Rating: 4/5
Year: 1985
Genre: Sci-fi, comedy
Read again? In another 20 years...
Writing-up the DeLorean book put me in the mood to read this; finishing that thrice-damned "Brightly Burning" settled it. I'm all Mercedes Lackeyed out.
I think I've read BTTF only a few times (three, maybe four), and all back in the year or so after the movie. I remember not liking it, and that's probably because movie tie-in books never match their movies the way I used to expect them to. Sometimes it's tolerable (or at least bearable); other times it's something Alan Dean Foster butchered back in the '80s (three "Alien" movies, "The Thing," and more). The worst one I can think of off the top of my pointy head is "Ghostbusters," in which Richard Mueller sanitizes all the dirty words and most of the humor from the story.
It's 1985. Marty McFly is a 17-year-old kid who wants to be a rock star. Emmett "Doc" Brown is the resident kook about town.
Marty is summoned to the Twin Pines Mall early in the morning to witness an "important experiment." What he finds is Doc and a modified DeLorean, a time machine! Our boy ends up back in 1955. He ends up being a crush for his own mother (Lorraine), and it's up to him and a much younger Doc Brown to get Lorraine to fall for the proper guy--the massively unpopular and nerdy George McFly. The story is well-paced and follows the movie for the most part.
Gipe plays McFly as a freaking Marty MacGyver; the kid escapes detention by:
--grabbing the lens from a slide projector (conveniently unattached to the projector?)
--grabbing a rubber band and book of matches from his notebook pen-pouch (matches?!)
--getting a stick of gum and chewing it, then sticking it to the back of the matchbook
--using the rubber band to shoot the matchbook at the ceiling, next to a convenient smoke detector
(Gipe is careful to mention the school's sprinkler system a few pages back from this; of course McFly sticks it on the first try)
--focusing the afternoon sunlight through the stolen lens to light the matches (while his nemesis Principal Strickland is closing the blinds for no obvious reason), setting off the alarm and sprinklers, and making his escape!
This smells of Steven Spielberg's love of Rube Goldberg-like gimmicky stunts, and I wouldn't be surprised if this was actually in an earlier draft of the script.

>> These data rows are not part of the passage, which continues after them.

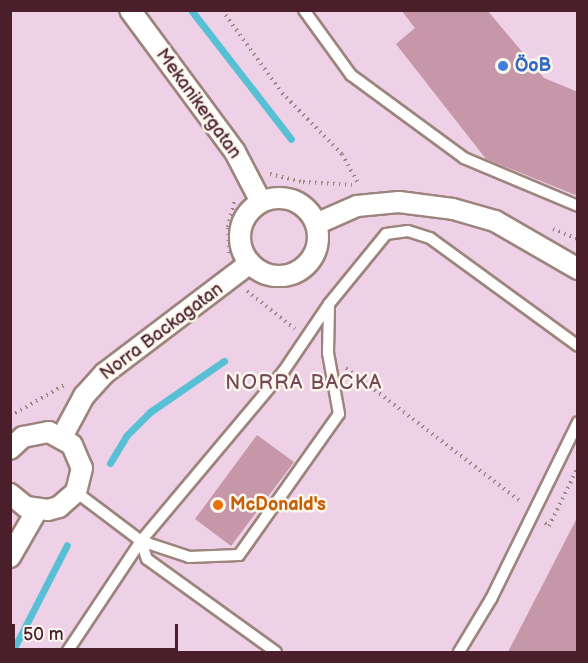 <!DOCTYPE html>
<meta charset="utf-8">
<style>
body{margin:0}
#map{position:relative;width:588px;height:663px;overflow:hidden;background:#f0e8ce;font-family:"Balsamiq Sans",sans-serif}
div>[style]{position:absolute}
.built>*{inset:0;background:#eed0e7}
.stream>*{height:7px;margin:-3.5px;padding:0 3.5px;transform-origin:3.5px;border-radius:3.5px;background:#57c0d4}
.building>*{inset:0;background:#c697a8}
.path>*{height:4px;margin-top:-2px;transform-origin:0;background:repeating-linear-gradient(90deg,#9d847c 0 1.5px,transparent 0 6px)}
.roads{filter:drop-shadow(2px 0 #9d847c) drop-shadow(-2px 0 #9d847c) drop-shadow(0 2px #9d847c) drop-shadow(0 -2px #9d847c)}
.service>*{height:10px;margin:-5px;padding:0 5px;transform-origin:5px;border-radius:5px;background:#fff}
.minor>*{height:20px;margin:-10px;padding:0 10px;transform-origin:10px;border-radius:10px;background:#fff}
.minor>.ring{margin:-10px;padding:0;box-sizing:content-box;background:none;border:20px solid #fff;border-radius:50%}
.dots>*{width:16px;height:16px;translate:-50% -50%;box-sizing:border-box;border:3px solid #fbf7ec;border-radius:50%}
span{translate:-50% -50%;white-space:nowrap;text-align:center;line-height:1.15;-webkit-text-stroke:5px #fbf7ec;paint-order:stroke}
.shop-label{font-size:18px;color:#366cbe;font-weight:700}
.left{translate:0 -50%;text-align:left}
.street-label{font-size:18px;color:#4a1f2b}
.food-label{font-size:18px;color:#c56008;font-weight:700}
.neighbourhood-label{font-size:20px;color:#754957;letter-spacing:1.5px}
.frame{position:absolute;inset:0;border:12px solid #4a1f2b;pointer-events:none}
.scale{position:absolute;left:12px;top:624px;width:166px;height:27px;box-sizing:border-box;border:3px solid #4a1f2b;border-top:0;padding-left:8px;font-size:18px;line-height:21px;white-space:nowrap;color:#4a1f2b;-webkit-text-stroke:4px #fbf7ec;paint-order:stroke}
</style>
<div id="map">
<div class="built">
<i style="clip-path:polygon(11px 11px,577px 11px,577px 652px,11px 652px)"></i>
</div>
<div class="stream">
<i style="left:191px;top:10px;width:163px;rotate:52.2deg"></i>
<i style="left:110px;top:463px;width:31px;rotate:-59deg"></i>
<i style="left:126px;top:436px;width:34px;rotate:-45deg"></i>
<i style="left:150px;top:412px;width:90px;rotate:-34.6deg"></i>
<i style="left:12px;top:652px;width:120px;rotate:-62.8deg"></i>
</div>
<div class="building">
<i style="clip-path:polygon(401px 10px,487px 10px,544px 78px,578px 92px,578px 196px,486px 159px,396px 44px,415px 28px)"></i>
<i style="clip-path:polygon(257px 435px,294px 462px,231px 546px,195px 519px)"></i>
<i style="clip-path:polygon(578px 516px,578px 652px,508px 652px)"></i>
</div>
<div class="path">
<i style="left:222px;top:10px;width:102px;rotate:54.1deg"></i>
<i style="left:282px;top:93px;width:86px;rotate:45.5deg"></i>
<i style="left:342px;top:154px;width:35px;rotate:61deg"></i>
<i style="left:270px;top:174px;width:34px;rotate:14deg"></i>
<i style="left:303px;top:182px;width:49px;rotate:3.5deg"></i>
<i style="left:553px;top:229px;width:27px;rotate:22deg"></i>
<i style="left:229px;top:253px;width:26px;rotate:-92deg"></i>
<i style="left:228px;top:227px;width:30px;rotate:-76deg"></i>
<i style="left:247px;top:291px;width:61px;rotate:38.4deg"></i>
<i style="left:346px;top:368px;width:220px;rotate:37.4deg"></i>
<i style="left:10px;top:416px;width:64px;rotate:-29.7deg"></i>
<i style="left:545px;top:523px;width:5px;rotate:37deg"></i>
<i style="left:549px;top:526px;width:66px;rotate:-63.8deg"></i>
</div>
<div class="roads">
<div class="service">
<i style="left:304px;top:10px;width:80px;rotate:54.1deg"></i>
<i style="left:351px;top:75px;width:140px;rotate:36.3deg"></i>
<i style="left:464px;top:158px;width:124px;rotate:22.8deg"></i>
<i style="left:76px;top:492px;width:81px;rotate:37deg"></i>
<i style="left:141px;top:541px;width:51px;rotate:18.4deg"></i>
<i style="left:189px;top:557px;width:50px;rotate:-2.3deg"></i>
<i style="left:239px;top:555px;width:173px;rotate:-54.7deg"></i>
<i style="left:339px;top:414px;width:62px;rotate:-100.2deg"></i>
<i style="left:328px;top:353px;width:49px;rotate:-88.8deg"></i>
<i style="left:141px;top:541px;width:19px;rotate:72deg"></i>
<i style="left:147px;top:559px;width:159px;rotate:35.8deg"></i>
<i style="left:67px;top:652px;width:133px;rotate:-56.3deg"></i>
<i style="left:141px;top:541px;width:221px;rotate:-50deg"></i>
<i style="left:283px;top:372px;width:82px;rotate:-55.9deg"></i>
<i style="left:329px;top:304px;width:90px;rotate:-50.8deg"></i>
<i style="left:386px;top:234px;width:22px;rotate:-8deg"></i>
<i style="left:408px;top:231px;width:23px;rotate:18deg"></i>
<i style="left:430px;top:238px;width:183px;rotate:36.1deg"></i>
<i style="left:459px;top:652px;width:62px;rotate:-58.9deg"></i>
<i style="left:491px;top:599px;width:197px;rotate:-63.8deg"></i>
</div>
<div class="minor">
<i style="left:130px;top:10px;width:177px;rotate:53.5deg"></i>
<i style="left:235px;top:152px;width:56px;rotate:62.5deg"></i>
<i class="ring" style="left:240px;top:198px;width:58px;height:58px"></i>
<i style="left:316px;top:224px;width:45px;rotate:-23.7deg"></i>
<i style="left:357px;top:206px;width:42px;rotate:-5.4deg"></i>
<i style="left:399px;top:202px;width:54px;rotate:7.4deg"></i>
<i style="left:453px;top:209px;width:44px;rotate:15.9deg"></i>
<i style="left:495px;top:221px;width:96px;rotate:30deg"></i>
<i style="left:62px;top:437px;width:47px;rotate:-61.8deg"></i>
<i style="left:84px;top:396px;width:31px;rotate:-48deg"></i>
<i style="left:105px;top:373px;width:182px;rotate:-37.2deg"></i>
<i style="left:10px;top:449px;width:18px;rotate:-43deg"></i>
<i style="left:23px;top:437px;width:26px;rotate:-11deg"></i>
<i style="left:49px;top:432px;width:26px;rotate:29deg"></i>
<i style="left:72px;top:445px;width:25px;rotate:67deg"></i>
<i style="left:82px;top:468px;width:25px;rotate:104deg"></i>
<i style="left:76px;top:492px;width:23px;rotate:139deg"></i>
<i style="left:59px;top:507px;width:11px;rotate:165deg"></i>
<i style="left:48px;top:510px;width:22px;rotate:-172deg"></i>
<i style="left:26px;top:507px;width:21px;rotate:-141deg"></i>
<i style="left:10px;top:557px;width:54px;rotate:-60.1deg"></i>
</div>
</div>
<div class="dots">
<i style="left:503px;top:66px;background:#3f7fe0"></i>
<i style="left:218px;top:505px;background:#e8710a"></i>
</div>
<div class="shop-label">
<span class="left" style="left:515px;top:66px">ÖoB</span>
</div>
<div class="street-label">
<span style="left:198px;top:104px;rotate:54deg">Mekanikergatan</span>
<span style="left:162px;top:332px;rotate:-37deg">Norra Backagatan</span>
</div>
<div class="food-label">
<span class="left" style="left:230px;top:505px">McDonald's</span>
</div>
<div class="neighbourhood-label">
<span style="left:304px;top:383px">NORRA BACKA</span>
</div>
<div class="frame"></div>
<div class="scale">50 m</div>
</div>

Back in 1985, this opening for the book pissed me off, both because the stunt wouldn't work and because it's nothing like the movie's opening. I was really picky about that stuff--to the point of hating the ghost-written "Star Wars" novelization (as I understand it, Alan Dean Foster ghosted the book for Luca$). Don't expect a writeup on that one anytime soon (or any other Foster book). Nowadays, I don't passionately hate this McGyver scene--but it and a few other sucky spots earned a point off (Gipe drags out the "I am Darth Vader, an extraterrestrial from the planet Vulcan" gag past the point of being funny).
Gipe's style isn't too bad; a big bonus is that he's not fussy in the least, and doesn't commit even the slightest Lackeyism. I'm willing to let certain plot-points and such go mostly because he's probably not the guy who came up with them (we can blame screenwriters Robert Zemeckis and Bob Gale, and maybe Spielberg). Gipe does have some strange ways of putting things--for example, Marty isn't in a rock band, he's in a "group." Some of his other word choices seem clumsy. Maybe not the best movie tie-in you'll ever read, but definitely not the worst. This book isn't literature; strictly lightweight reading, and just what I needed to help me get over the Lackey headache.